14. The assembly of claim 12, wherein estimating the mounting angle is repeated based on a pre-determined rule.
15. The assembly of claim 14, wherein the pre-determined rule is based on a pre-determined time interval.
16. The assembly of claim 14, wherein the pre-determined rule is based on an expected change of the mounting angle.
17. The assembly of claim 12, wherein the mounting angle is estimated in a situation where a yaw rate of the vehicle is below a pre-determined threshold.
18. The assembly of claim 12, wherein the mounting angle is estimated in a situation where a speed of the vehicle is within a pre-determined range.
19. The assembly of claim 12, wherein the system is further configured to:
divide, by the processor, the synthetic aperture radar image into a plurality of sub-images;
wherein estimating the mounting angle is based only on a subset of the plurality of sub-images.
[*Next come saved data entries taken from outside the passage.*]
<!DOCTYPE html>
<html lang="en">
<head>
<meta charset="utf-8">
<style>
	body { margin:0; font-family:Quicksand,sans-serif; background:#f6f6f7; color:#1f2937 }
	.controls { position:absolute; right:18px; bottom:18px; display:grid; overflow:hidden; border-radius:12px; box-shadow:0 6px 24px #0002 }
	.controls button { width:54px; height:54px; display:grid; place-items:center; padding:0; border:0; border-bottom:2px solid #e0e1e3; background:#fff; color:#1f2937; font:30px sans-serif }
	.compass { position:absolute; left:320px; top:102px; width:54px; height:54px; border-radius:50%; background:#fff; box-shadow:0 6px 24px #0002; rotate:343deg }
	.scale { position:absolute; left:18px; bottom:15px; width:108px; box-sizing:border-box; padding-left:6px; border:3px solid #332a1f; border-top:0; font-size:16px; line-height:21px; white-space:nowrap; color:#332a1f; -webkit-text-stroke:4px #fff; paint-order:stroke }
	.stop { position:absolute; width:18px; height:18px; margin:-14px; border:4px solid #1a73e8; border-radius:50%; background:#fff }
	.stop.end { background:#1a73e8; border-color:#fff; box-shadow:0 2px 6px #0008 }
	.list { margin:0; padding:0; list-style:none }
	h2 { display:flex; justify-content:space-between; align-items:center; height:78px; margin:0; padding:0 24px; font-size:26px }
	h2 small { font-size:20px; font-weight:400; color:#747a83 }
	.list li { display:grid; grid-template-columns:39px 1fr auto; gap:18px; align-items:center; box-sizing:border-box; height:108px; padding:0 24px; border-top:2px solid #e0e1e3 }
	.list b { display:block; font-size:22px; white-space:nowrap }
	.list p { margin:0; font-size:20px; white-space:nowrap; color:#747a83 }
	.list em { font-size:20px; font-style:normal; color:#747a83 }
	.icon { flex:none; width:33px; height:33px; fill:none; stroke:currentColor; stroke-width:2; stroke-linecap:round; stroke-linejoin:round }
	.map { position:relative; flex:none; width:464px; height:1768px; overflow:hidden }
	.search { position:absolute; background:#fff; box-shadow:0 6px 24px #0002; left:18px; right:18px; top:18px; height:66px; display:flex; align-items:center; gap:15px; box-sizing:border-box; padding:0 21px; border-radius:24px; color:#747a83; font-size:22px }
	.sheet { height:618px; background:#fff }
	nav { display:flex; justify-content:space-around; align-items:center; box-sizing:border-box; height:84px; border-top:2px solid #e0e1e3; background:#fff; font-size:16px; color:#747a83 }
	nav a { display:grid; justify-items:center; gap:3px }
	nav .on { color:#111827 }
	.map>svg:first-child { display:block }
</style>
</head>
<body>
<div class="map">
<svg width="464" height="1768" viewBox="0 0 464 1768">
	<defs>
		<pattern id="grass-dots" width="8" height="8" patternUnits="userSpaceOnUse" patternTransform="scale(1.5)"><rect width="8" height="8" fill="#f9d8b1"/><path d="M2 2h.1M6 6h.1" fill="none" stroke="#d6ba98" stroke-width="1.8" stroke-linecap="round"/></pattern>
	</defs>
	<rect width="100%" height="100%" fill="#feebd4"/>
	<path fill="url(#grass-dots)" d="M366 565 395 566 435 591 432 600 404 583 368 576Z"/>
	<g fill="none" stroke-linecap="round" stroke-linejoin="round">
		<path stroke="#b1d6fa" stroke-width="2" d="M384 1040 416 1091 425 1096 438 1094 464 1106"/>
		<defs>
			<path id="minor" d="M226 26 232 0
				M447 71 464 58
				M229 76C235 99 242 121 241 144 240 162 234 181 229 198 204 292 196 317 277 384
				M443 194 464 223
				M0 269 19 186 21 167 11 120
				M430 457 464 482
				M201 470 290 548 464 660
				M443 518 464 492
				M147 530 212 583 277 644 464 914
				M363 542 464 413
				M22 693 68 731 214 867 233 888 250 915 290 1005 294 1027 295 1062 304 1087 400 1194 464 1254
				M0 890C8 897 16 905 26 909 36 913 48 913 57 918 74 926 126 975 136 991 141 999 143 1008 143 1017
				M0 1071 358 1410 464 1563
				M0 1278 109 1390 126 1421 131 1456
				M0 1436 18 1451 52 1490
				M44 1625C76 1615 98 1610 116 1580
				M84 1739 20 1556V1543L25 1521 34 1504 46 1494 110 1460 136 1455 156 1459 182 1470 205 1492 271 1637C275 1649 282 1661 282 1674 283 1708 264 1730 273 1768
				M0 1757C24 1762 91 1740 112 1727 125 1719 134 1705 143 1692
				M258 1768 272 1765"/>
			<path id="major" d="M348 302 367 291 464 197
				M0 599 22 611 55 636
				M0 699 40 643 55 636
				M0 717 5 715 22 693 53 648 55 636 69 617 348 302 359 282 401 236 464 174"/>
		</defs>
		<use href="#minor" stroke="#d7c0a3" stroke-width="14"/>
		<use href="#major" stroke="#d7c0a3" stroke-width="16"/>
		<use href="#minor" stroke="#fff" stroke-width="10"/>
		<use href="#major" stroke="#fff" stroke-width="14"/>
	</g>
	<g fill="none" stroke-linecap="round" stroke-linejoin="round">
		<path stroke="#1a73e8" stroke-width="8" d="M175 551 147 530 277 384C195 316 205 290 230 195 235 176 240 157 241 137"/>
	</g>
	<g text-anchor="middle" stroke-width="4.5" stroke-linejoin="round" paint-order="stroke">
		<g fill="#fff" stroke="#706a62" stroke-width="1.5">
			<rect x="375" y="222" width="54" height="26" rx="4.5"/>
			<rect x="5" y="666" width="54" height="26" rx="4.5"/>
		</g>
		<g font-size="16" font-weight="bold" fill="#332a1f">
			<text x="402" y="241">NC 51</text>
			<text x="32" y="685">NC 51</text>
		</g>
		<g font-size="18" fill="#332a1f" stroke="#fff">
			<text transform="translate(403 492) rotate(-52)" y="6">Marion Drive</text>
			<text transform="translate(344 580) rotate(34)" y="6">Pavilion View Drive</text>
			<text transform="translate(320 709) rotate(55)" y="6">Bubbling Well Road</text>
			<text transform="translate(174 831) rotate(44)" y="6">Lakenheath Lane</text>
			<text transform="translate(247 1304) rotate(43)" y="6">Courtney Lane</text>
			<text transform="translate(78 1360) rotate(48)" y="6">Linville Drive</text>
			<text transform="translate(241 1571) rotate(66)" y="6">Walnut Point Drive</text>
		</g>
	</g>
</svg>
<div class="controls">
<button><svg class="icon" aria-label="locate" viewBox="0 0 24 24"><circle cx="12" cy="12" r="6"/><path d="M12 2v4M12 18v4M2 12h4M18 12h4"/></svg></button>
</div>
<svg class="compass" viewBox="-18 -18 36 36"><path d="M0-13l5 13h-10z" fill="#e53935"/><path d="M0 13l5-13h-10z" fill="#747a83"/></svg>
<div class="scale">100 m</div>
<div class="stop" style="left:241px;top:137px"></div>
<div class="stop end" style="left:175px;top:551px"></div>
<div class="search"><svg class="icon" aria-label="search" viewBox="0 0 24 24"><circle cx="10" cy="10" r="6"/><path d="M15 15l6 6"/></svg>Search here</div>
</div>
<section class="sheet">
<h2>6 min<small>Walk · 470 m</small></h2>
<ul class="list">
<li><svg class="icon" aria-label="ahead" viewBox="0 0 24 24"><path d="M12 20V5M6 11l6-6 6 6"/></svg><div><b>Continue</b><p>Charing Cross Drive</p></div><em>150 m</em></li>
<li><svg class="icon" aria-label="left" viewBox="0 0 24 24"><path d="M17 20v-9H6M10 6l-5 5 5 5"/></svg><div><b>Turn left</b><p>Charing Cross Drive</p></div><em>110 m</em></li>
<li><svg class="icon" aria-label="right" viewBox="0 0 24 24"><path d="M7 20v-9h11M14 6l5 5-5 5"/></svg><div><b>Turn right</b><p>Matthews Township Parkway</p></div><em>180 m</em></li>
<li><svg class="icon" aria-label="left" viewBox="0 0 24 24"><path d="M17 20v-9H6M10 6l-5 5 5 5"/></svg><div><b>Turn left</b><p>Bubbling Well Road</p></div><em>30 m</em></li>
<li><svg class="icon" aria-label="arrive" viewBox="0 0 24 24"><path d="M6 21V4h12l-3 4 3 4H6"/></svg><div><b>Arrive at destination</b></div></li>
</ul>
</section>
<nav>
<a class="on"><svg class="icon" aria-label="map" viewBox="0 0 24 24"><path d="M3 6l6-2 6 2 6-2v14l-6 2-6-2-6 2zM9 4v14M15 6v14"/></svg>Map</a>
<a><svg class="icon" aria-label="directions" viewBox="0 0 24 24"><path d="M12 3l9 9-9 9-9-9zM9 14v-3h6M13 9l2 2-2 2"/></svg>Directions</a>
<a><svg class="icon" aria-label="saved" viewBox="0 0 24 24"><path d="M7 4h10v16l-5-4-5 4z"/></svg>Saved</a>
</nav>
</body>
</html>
20. The assembly of claim 19, wherein the subset is related to stationary detections, or the subset is related to strong radar cross section detections.
21. A non-transitory computer-readable medium storing instructions that, when executed, configure a processor to:
acquire radar sensor data using a radar sensor;
acquire a synthetic aperture radar image using at least one of the radar sensor and the radar sensor data; and
estimate a mounting angle of the radar sensor based on the synthetic aperture radar image and the radar sensor data.